The Books That Helped Jeff Bezos Create Amazon

In The Everything Store, Brad Stone's new chronicling of Jeff Bezos, readers learn what books shaped the man. And yeah, we're guessing he bought them on Amazon.

Jeff Bezos, the warrior-king of Amazon, is known for the way he bursts into a room, hates cohesion, and dresses down his employees.

But when he's not on the battlefield, the dude who built an empire selling books actually reads the things, as shared in an appendix to The Everything Store, Brad Stone's new book on Amazon (which at least one reviewer has taken issue with). Shane Parrish, the purveyor of Farnham Street, recently shared the bibliography on his blog. As we'll see below, certain of books have shaped certain aspects of Amazon's rapid and multi-pronged growth.

The Innovator's Dilemma by Clayton Christensen

One book is central to the canon of startup-land: The Innovator's Dilemma by Clay Christensen. In it, Christensen, who last year helped us to measure our lives and find work we love, explains his theory of distruption--the way in which new firms, like say Netflix, displace incumbents, like Blockbuster.

Dilemma, Stone says, helped spur on the creation of the Kindle and Amazon Web Services--two product lines that are quite far from Amazon's original business. Why would they do such a thing? "Some companies are reluctant to embrace disruptive technology because it might alienate customers and undermine their core business," Stone says, "but Christensen argues that ignoring potential disruption is even costlier."

So with the Kindle and AWS, Amazon did some disruptive, potentially alienating things--and thus ensured they'd actually stay relevant.

The Mythical Man-Month by Frederick P. Brooks Jr.

Amazon is ruled by slices: that is, there's a Two Pizza Rule that governs the size of teams--none should be bigger than what could be fed by two pizzas.
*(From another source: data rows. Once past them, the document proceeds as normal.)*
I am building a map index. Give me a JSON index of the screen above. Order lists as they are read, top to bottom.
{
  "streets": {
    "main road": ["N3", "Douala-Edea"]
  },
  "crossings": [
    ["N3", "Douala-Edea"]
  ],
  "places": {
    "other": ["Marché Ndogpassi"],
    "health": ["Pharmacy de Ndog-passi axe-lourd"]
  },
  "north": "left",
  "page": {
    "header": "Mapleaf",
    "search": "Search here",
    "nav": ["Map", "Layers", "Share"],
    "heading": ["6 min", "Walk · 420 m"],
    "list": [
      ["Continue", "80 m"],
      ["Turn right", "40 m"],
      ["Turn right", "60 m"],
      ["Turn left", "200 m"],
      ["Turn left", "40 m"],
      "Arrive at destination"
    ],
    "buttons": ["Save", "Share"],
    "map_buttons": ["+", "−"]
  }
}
This lunch-sized heuristic draws from the work of National Medal of Technology-winning software engineer Frederick P. Brooks Jr. His Mythical Man-Month, now nearly four decades old, is a technical book that still sells 10,000 copies a year. Why? Because he makes the counterintuitive argument that small teams of programmers work better than large ones: after a while, bringing more people on just adds noise.

Creation: Life And How To Make It by Steve Grand

Steve Grand is the dude behind Creatures, a computer game from back in 1996 that simulated life. (Yes, really.)

One reason to keep your Windows 95 machine running.

Grand then reflected on his neo-Frankensteinian quest to create artificial life in Creation. One of the central theories of the book is that intelligent systems can be built from the bottom up if you start with the right set of building blocks. Which, Stone says, inspired Amazon Web Services.

So if even world-conquering CEOs find the time to read, maybe us normals can read way more books, too--and thus know way more stuff.

Hat tip: Farnham Street

[Image: Flickr user Jason Cartwright]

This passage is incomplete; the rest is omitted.